Scenario of Patient-centred Measurement Team Mapping

Example: Patient with Chronic Obstructive Pulmonary Disease (COPD) recently released from the hospital.

Patient and Family: Rob is a 60-year-old man living with COPD. His most recent hospitalization has left him with many worries about recurrent bronchitis and he is feeling rather depressed. His spouse is extremely worried as he doesn’t seem himself. The PHQ-9 completed today at the office visit shows moderate depression. His bronchitis episode has resolved but he is confused about his medications and has not been monitoring his airflow with his spirometer. He is using his CPAP machine for sleep apnea but is not sure it is working.

What new activities are introduced with PCM? Monitoring his lung capacity will be important, as will be monitoring his depression.

Alternate ways to collect PCM: Rob has a computer and seems interested in recording both his spirometer readings and tracking his depression with PHQ-9. He could also keep a physical log of both.

Priority areas and how addressed: For now, it seems best to have him log his entries into a spreadsheet and forward them by email to the clinic. Once the patient portal is ready, Rob and his spouse can be enrolled and sent reminders or PHQ-9 forms to complete. A home visit by a respiratory therapist would be optimal to check his ability to do spirometry and determine if his CPAP machine is working. A session with the local pharmacist to review his medications would also be helpful.

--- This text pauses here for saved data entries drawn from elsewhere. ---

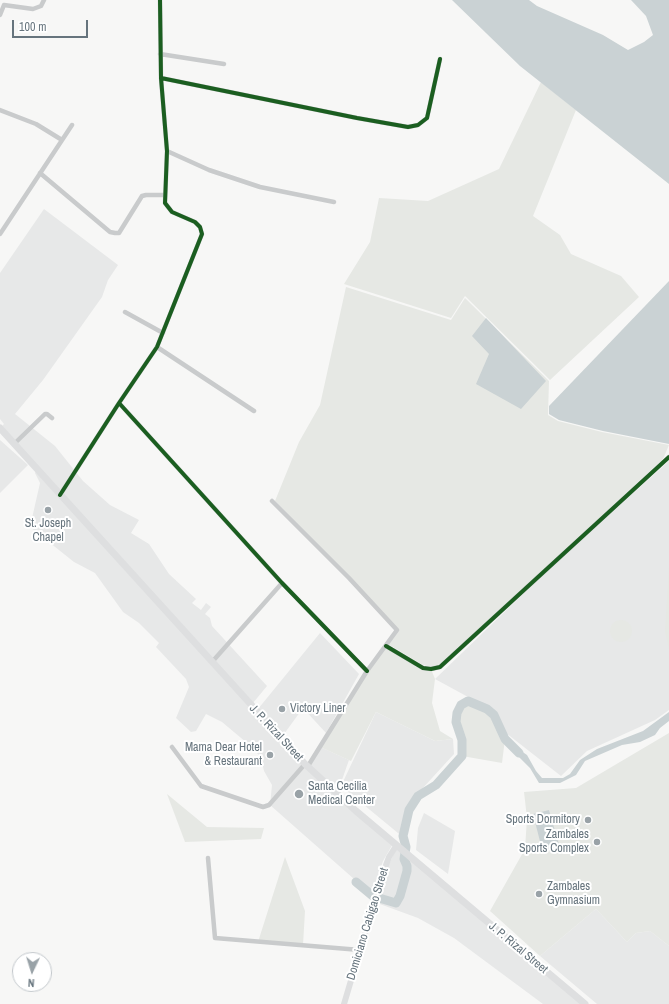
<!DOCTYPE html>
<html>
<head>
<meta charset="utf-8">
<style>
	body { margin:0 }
	#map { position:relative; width:669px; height:1004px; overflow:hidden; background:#f7f7f6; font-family:"Archivo Narrow",sans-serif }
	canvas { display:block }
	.north { position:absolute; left:12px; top:952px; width:40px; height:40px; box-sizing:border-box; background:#fff; border:1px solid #c2c7cb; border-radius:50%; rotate:184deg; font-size:11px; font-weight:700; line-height:16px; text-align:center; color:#66747d }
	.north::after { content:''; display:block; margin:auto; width:14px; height:18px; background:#99a2a7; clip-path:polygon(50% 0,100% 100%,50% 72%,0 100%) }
	.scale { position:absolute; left:12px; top:20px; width:76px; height:18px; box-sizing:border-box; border:2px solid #66747d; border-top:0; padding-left:5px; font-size:12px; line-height:14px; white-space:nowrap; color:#66747d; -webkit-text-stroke:3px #fff; paint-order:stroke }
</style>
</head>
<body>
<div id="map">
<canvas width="669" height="1004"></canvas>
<div class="north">N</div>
<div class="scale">100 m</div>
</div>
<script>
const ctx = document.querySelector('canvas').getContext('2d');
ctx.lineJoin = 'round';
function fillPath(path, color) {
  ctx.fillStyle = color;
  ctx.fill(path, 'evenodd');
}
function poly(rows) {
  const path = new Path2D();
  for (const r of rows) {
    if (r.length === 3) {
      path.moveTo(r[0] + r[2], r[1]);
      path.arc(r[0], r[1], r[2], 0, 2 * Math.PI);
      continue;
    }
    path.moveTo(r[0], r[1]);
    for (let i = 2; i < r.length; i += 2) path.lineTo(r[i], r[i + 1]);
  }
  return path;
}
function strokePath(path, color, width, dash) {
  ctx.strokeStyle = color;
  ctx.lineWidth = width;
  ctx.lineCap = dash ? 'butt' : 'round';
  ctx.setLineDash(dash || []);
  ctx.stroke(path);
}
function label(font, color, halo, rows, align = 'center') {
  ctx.font = font + ' "Archivo Narrow",sans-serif';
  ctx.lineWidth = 4;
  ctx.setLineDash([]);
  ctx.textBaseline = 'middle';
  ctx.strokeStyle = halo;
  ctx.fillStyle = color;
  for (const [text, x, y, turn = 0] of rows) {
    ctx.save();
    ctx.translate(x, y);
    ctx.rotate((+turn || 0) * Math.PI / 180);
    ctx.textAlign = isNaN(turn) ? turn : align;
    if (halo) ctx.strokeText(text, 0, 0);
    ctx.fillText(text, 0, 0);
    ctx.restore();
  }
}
fillPath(poly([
	[44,209,118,265,108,280,102,297,43,380,15,414,55,446,83,481,110,505,139,520,131,533,149,544,169,574,196,599,192,603,201,610,206,603,211,607,205,614,210,618,212,626,267,686,253,703,308,767,318,746,349,760,337,794,394,842,383,861,373,891,354,879,270,805,272,785,264,771,261,758,253,748,222,722,206,714,196,731,191,732,176,718,189,687,186,679,156,647,159,643,139,623,123,612,95,573,74,562,30,527,40,483,35,473,37,469,0,428,4,424,0,419,0,273],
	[0,440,28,465,0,493],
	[669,461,669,710,655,720,587,751,561,776,506,733,492,710,435,679,547,571],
	[320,633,359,674,326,733,303,708,284,734,258,709],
	[376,712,435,741,453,739,454,754,411,801,404,838,341,786],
	[424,813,455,831,448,874,416,850,418,828],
	[396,849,585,1004,543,1004,454,938,418,918,377,903,383,877],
	[596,909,627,942,636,933,650,931,669,946,669,1004,597,1004,540,956]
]), '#e7e8e8');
fillPath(poly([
	[541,82,576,110,533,216,560,235,571,254,621,276,639,297,550,380,465,296,451,318,344,284,370,242,379,198,428,201,499,169],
	[346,287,451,320,465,298,549,381,548,415,558,421,602,432,669,445,663,459,440,665,432,667,423,665,388,644,398,629,275,501,299,442,320,405],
	[669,565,669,649,665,632],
	[621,631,11],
	[386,646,423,668,431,669,435,679,432,703,440,731,453,739,435,741,376,712,351,761,320,747,367,671],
	[468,701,478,704,494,715,505,739,502,763,462,756,464,749,456,722,457,713,461,705],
	[669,733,669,946,650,931,636,933,627,942,596,909,540,956,490,911,525,849,527,818,524,792,576,788],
	[167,794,207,827,264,828,261,839,185,842],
	[285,857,305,911,303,945,258,942]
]), '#e6e8e4');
fillPath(poly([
	[452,0,529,0,537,6,603,35,628,50,644,42,653,35,646,16,631,0,669,0,669,184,520,66],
	[669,281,669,444,603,431,559,420,549,414,549,406],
	[486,318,546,381,521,409,476,384,489,354,472,336],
	[669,712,669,721,660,728,655,735,640,742,622,745,585,761,576,775,560,783,539,783,530,768,515,753,511,744,527,755,536,771,542,778,563,778,570,774,580,760,597,749,643,731],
	[549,810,560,848,543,853,533,814]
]), '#cad2d4');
strokePath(poly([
	[356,882,374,897],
	[379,898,396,903,400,896,407,871,407,866,404,859,406,847,403,836,409,810,418,796,436,785,462,756,462,740,456,722,457,713,461,705,468,701,487,709,494,715,505,739,519,753]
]), '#cad2d4', 9);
strokePath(poly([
	[0,15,4,5,33,9,41,6,44,0],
	[160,54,224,64],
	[161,78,357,118,408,127,418,125,427,118,440,59],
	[0,110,36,124,62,140],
	[167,151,209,170,260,187,334,202],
	[40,173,110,232,115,233,119,233,142,196,146,195,164,195],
	[0,234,72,125],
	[125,312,163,333],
	[157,347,254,411],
	[119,403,157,347,202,234,200,227,195,222,172,212,165,203,167,151,161,78,160,0],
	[14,444,45,414,47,414,52,418],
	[60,495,119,403,282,583,367,671],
	[272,501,349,578,397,630,367,671,308,766],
	[386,646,423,668,431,669,440,667,669,457],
	[212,662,282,583],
	[172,747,201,786,263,807,269,805,305,764],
	[208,858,215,938,360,950]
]), '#c9cbcc', 4.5);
strokePath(poly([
	[344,1004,382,876,389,857,396,846]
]), '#dedfe0', 6);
strokePath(poly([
	[0,428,305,764,356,811,585,1004]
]), '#dedfe0', 7);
strokePath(poly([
	[161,78,357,118,408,127,418,125,427,118,440,59],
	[119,403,157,347,202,234,200,227,195,222,172,212,165,203,167,151,161,78,160,0],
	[60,495,119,403,282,583,367,671],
	[386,646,423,668,431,669,440,667,669,457]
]), '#1b5e20', 4);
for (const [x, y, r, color] of [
	[48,510,4,"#99a2a7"],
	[282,709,4,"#99a2a7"],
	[270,755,4,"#99a2a7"],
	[299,794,5,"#99a2a7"],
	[588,820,4,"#99a2a7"],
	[597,842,4,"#99a2a7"],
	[539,894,4,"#99a2a7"]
]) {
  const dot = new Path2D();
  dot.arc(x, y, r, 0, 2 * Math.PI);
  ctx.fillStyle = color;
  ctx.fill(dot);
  strokePath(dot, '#fff', 1.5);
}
label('12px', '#66747d', '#fff', [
	["St. Joseph",48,524,"center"],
	["Chapel",48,538,"center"],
	["Victory Liner",290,709],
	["Mama Dear Hotel",262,748,"right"],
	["& Restaurant",262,762,"right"],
	["Santa Cecilia",308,787],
	["Medical Center",308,801],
	["Sports Dormitory",580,820,"right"],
	["Zambales",589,835,"right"],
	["Sports Complex",589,849,"right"],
	["Zambales",547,887],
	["Gymnasium",547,901]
], 'left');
label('12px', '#66747d', '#fff', [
	["J. P. Rizal Street",276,733,47],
	["Domiciano Cabigao Street",368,924,-73],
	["J. P. Rizal Street",518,948,40]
]);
</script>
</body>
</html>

Clinic and Healthcare services: The clinic personnel available to form a team around Rob include an office social worker, RN trained to monitor his spirometry readings, and Medical Office Assistant who does outreach as well as scheduling. The hospital has a respiratory therapist who makes home visits and there is a local community pharmacist.

Technology: You have a secure email and phone line. Your practice has a new patient portal that is not yet up and running.

Peers and Local Community: The social worker identified a COPD support group that meets weekly via zoom. The pharmacist is willing to meet with Rob to review his medications and help he and his spouse keep track of his pills using a pill organizer.

Putting it all together in team-based care: Roles and Responsibilities: The team has formed to assist Rob going forward. The office social worker has room on her schedule to do virtual counseling with Rob or with he and his spouse and will reach out to schedule. The RN can monitor his spirometry readings, when available, and alert the healthcare provider about concerning numbers. The Medical Office Assistant will call him weekly for the next two weeks and will monitor the email line and forward his email log and completed PHQ-9 form to the nurse and social worker, respectively. The hospital respiratory therapist does make home visits and can complete one in the next few weeks.